We studied the injury mechanism and prophylaxis from a characteristic of severe head injury patients by a ski.
We reviewed patient background, the situation for head trauma of 62 cases (7.1%) accompanied with organic lesion out of 877 skiing head injury patients for 1995/96 – 2003/04 seasons. The patient ages were 7 – 64 years old, an average of 29.7 ± 13.1 years old. They were male 43, female 19 in gender. 62 lesions (62 cases) consisted of cranio-facial fracture 29, brain contusion 10, acute subdural hematoma 8, subarachnoid hemorrhage 5, maxillary sinus hematoma 5, epidural hematoma 3, intracerebral hemorrhage 2.

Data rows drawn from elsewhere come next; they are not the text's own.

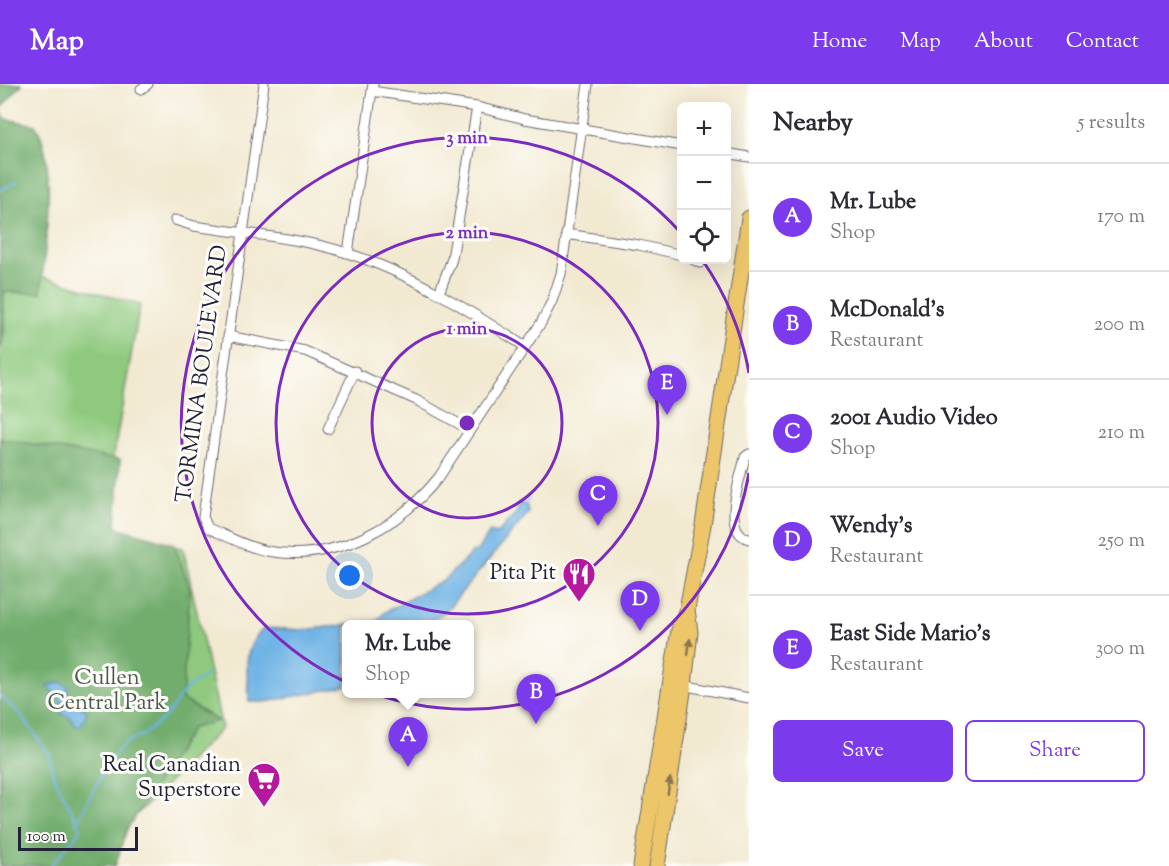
<!DOCTYPE html>
<html lang="en">
<head>
<meta charset="utf-8">
<style>
	body { margin:0; font-family:"Sorts Mill Goudy",serif; background:#f2f2f3; color:#2b2b33 }
	.controls { position:absolute; right:18px; top:18px; display:grid; overflow:hidden; border-radius:9px; box-shadow:0 6px 24px #0002 }
	.controls button { width:54px; height:54px; display:grid; place-items:center; padding:0; border:0; border-bottom:2px solid #e1e1e2; background:#fff; color:#2b2b33; font:30px sans-serif }
	.scale { position:absolute; left:18px; bottom:15px; width:120px; box-sizing:border-box; padding-left:6px; border:3px solid #22223b; border-top:0; font-size:16px; line-height:21px; white-space:nowrap; color:#22223b; -webkit-text-stroke:4px #fdfcf7; paint-order:stroke }
	.you { position:absolute; left:350px; top:492px; width:21px; height:21px; margin:-15px; border:4px solid #fff; border-radius:50%; background:#1a73e8; box-shadow:0 0 0 9px #1a73e833 }
	.badge { display:grid; place-items:center; width:39px; height:39px; border-radius:50%; background:#7c3aed; color:#fff; font-size:20px; font-weight:700 }
	.pin { position:absolute; translate:-50% -50px; filter:drop-shadow(0 2px 3px #0008) }
	.pin::after { content:''; position:absolute; top:32px; width:21px; height:18px; background:inherit; clip-path:polygon(0 0,100% 0,50% 100%) }
	.popup { position:absolute; left:342px; top:536px; width:132px; height:78px; box-sizing:border-box; display:grid; place-content:center; border-radius:9px; background:#fff; filter:drop-shadow(0 2px 4px #0005); font-size:20px; white-space:nowrap; color:#7c7c81 }
	.popup b { font-size:22px; color:#2b2b33 }
	.popup::after { content:''; position:absolute; left:50%; top:100%; margin-left:-12px; border:12px solid transparent; border-top-color:#fff }
	.list { margin:0; padding:0; list-style:none }
	h2 { display:flex; justify-content:space-between; align-items:center; height:78px; margin:0; padding:0 24px; font-size:26px }
	h2 small { font-size:20px; font-weight:400; color:#7c7c81 }
	.list li { display:grid; grid-template-columns:39px 1fr auto; gap:18px; align-items:center; box-sizing:border-box; height:108px; padding:0 24px; border-top:2px solid #e1e1e2 }
	.list b { display:block; font-size:22px; white-space:nowrap }
	.list p { margin:0; font-size:20px; white-space:nowrap; color:#7c7c81 }
	.list em { font-size:20px; font-style:normal; color:#7c7c81 }
	.actions { display:flex; gap:12px; padding:18px 24px }
	.actions a { flex:1; padding:14px 0; border:2px solid #7c3aed; border-radius:9px; text-align:center; font-size:21px; color:#7c3aed }
	.actions .main { background:#7c3aed; color:#fff }
	.icon { flex:none; width:33px; height:33px; fill:none; stroke:currentColor; stroke-width:2; stroke-linecap:round; stroke-linejoin:round }
	.map { position:relative; flex:none; width:749px; height:782px; overflow:hidden }
	header { display:flex; align-items:center; gap:36px; box-sizing:border-box; height:84px; padding:0 30px; background:#7c3aed; color:#fff }
	header strong { font-size:28px }
	nav { display:flex; gap:33px; margin-inline-start:auto; font-size:21px }
	main { display:flex }
	aside { flex:1; background:#fff }
	.map>svg:first-child { display:block }
</style>
</head>
<body>
<header>
<strong>Map</strong>
<nav><a>Home</a><a>Map</a><a>About</a><a>Contact</a></nav>
</header>
<main>
<div class="map">
<svg width="749" height="782" viewBox="0 0 749 782">
	<rect width="100%" height="100%" fill="#fdfcf7"/>
	<filter id="ink" filterUnits="userSpaceOnUse"><feTurbulence type="fractalNoise" baseFrequency=".0167" numOctaves="2"/><feDisplacementMap in="SourceGraphic" scale="12" xChannelSelector="R" yChannelSelector="G"/><feConvolveMatrix kernelMatrix="1 2 1 2 8 2 1 2 1" color-interpolation-filters="sRGB"/></filter>
	<filter id="wash" filterUnits="userSpaceOnUse"><feTurbulence type="fractalNoise" baseFrequency=".008" numOctaves="4" result="noise"/><feDisplacementMap in="SourceGraphic" scale="24" xChannelSelector="R" yChannelSelector="G"/><feGaussianBlur stdDeviation="1.35" result="paint"/><feColorMatrix in="noise" values="0 0 0 0 0 0 0 0 0 0 0 0 0 0 0 0 0 1.4 0 .05"/><feComposite in="paint" operator="in"/></filter>
	<g filter="url(#wash)">
		<rect width="100%" height="100%" fill="#f2e9d1"/>
		<path fill="#8ec97e" stroke="#58765c" stroke-width="1.5" d="M0 180 140 221 99 454 183 464 222 644 88 780 0 782Z"/>
		<path fill="#72ad6d" stroke="#4a6854" stroke-width="1.5" d="M0 0H22L0 25Z
			M0 28 6 35 35 41C59 76 44 165 41 209L4 208V249L0 267Z
			M0 354 120 376 116 443 174 460 190 505 182 615 218 637 192 644 127 745 115 782H0Z"/>
		<path fill="#6fb4e5" stroke="#486b90" stroke-width="1.5" d="M519 418 527 422 528 429 446 527 426 540H346V602L265 618H249C248 587 240 566 264 544L304 546 377 537 385 528 444 496 473 468H476L490 448 497 450 517 428Z
			M61 598 68 603 67 609 87 628 81 642H76L70 633 63 631 60 626 63 619 47 602Z"/>
		<g fill="none" stroke-linecap="round" stroke-linejoin="round">
			<path stroke="#6fb4e5" stroke-width="2" d="M0 106 17 97
				M524 421 529 414
				M0 612 19 629 49 669 53 691 81 745 51 782
				M78 736 109 676 125 659 143 651 166 632 185 606 207 590"/>
		</g>
	</g>
	<g filter="url(#ink)">
		<g fill="none" stroke-linecap="round" stroke-linejoin="round">
			<g stroke="#6b6870" stroke-width="11">
				<path id="minor" d="M264 0 203 433 208 444C229 453 250 465 273 468 338 477 400 442 439 393L541 239 552 217 561 190 588 0
					M141 5 148 0
					M372 7 477 23 525 35 682 62
					M726 69 749 73
					M175 136 194 142C245 150 298 153 347 169 410 189 469 226 524 262
					M566 150 639 161 682 171
					M348 169 373 0
					M694 176 700 179
					M439 209 452 175 477 23
					M228 252 305 267 416 316 470 346
					M328 345 355 287
					M749 370 745 373C741 394 720 447 749 455
					M682 601 749 614"/>
			</g>
			<g stroke="#6b6870" stroke-width="17">
				<path id="primary" d="M641 782 679 546 687 525 703 441 749 134
					M657 782 684 601 690 548 687 525"/>
			</g>
			<use href="#minor" stroke="#fff" stroke-width="9"/>
			<use href="#primary" stroke="#ecc669" stroke-width="15"/>
		</g>
		<defs><path id="oneway-solid" d="M-6-.8H1V-3.2L6.5 0L1 3.2V.8H-6Z" transform="scale(1.5)"/></defs>
		<g fill="#877452">
			<use href="#oneway-solid" transform="translate(689 563) rotate(-83)"/>
			<use href="#oneway-solid" transform="translate(669 702) rotate(-81)"/>
		</g>
	</g>
	<g fill="none" stroke="#7b2cbf" stroke-width="3">
		<circle cx="467" cy="339" r="95"/>
		<circle cx="467" cy="339" r="191"/>
		<path d="M749 389A286 286 0 1 1 681 149M703 177A286 286 0 0 1 749 289"/>
	</g>
	<defs>
		<g id="restaurant-pin" transform="scale(1.725)"><path d="M0 17L-7.5 6A9.5 9.5 0 1 1 7.5 6Z" fill="#b5179e" stroke="#fdfcf7"/><path d="M-5-6h1v4h1v-4h1v4h1v-4h1v5L-1.5 .5V6h-2V.5L-5-1ZM5-6V6H3V1.5H1.5Q1.5-4 5-6Z" fill="#fff"/></g>
		<g id="supermarket-pin" transform="scale(1.725)"><path d="M0 17L-7.5 6A9.5 9.5 0 1 1 7.5 6Z" fill="#b5179e" stroke="#fdfcf7"/><path d="M-6-5.5h2.5l.6 2H6L4.5 2H-2.5L-4.4-4H-6ZM-1.5 3.2a1.3 1.3 0 1 0 .1 0ZM3 3.2a1.3 1.3 0 1 0 .1 0Z" fill="#fff"/></g>
	</defs>
	<g fill-rule="evenodd">
		<use href="#restaurant-pin" x="579" y="490"/>
		<use href="#supermarket-pin" x="264" y="695"/>
	</g>
	<g text-anchor="middle" dominant-baseline="central" stroke-width="6" stroke-linejoin="round" paint-order="stroke">
		<g font-size="22" fill="#22223b" stroke="#fdfcf7">
			<text transform="translate(203 290) rotate(-82)">TORMINA BOULEVARD</text>
		</g>
		<g font-size="22" fill="#22223b" stroke="#fdfcf7" text-anchor="end">
			<text x="556" y="490">Pita Pit</text>
			<text x="241" y="682">Real Canadian<tspan x="241" dy="25">Superstore</tspan></text>
		</g>
		<g font-size="22" fill="#485c52" stroke="#fdfcf7">
			<text x="107" y="595">Cullen<tspan x="107" dy="25">Central Park</tspan></text>
		</g>
	</g>
	<circle cx="467" cy="339" r="9" fill="#7b2cbf" stroke="#fdfcf7" stroke-width="3"/>
	<g font-size="18" text-anchor="middle" font-weight="bold" fill="#7b2cbf" stroke="#fdfcf7" stroke-width="6" stroke-linejoin="round" paint-order="stroke">
		<text x="467" y="59">3 min</text>
		<text x="467" y="154">2 min</text>
		<text x="467" y="250">1 min</text>
	</g>
</svg>
<div class="controls">
<button>+</button>
<button>−</button>
<button><svg class="icon" aria-label="locate" viewBox="0 0 24 24"><circle cx="12" cy="12" r="6"/><path d="M12 2v4M12 18v4M2 12h4M18 12h4"/></svg></button>
</div>
<div class="scale">100 m</div>
<div class="you"></div>
<div class="pin badge" style="left:408px;top:683px">A</div>
<div class="popup"><b>Mr. Lube</b>Shop</div>
<div class="pin badge" style="left:536px;top:640px">B</div>
<div class="pin badge" style="left:598px;top:442px">C</div>
<div class="pin badge" style="left:640px;top:547px">D</div>
<div class="pin badge" style="left:667px;top:331px">E</div>
</div>
<aside>
<h2>Nearby<small>5 results</small></h2>
<ul class="list">
<li><span class="badge">A</span><div><b>Mr. Lube</b><p>Shop</p></div><em>170 m</em></li>
<li><span class="badge">B</span><div><b>McDonald's</b><p>Restaurant</p></div><em>200 m</em></li>
<li><span class="badge">C</span><div><b>2001 Audio Video</b><p>Shop</p></div><em>210 m</em></li>
<li><span class="badge">D</span><div><b>Wendy's</b><p>Restaurant</p></div><em>250 m</em></li>
<li><span class="badge">E</span><div><b>East Side Mario's</b><p>Restaurant</p></div><em>300 m</em></li>
</ul>
<div class="actions"><a class="main">Save</a><a>Share</a></div>
</aside>
</main>
</body>
</html>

The predominant features of ski-related severe head injury: Intermediate skier hit a forehead (p<0.0001) significantly by collision at a middle slope about cranio-facial fracture. Brain contusion was a similar tendency, but merged amnesia (p=0.004) significantly. Intermediate skier was accompanied with amnesia (p=0.0241) in fall about acute subdural hematoma, there were significantly much temporal lesion (p=0.0397) or missing lesion (p=0.0243) on head impact site. A craniotomy was performed in subdural hematomas 5, epidural hematoma one case, and outcomes of the former was SD 1, VS 2, D 2, and the latter was G. Fall cases were not accompanied with brain contusion and collision cases were accompanied with brain contusion in acute subdural hematoma cases.
These results suggest linear impact occurs in a collision injury, rotatory force occurs during a fall injury. Improvement of a manner is desirable for prevention of collision.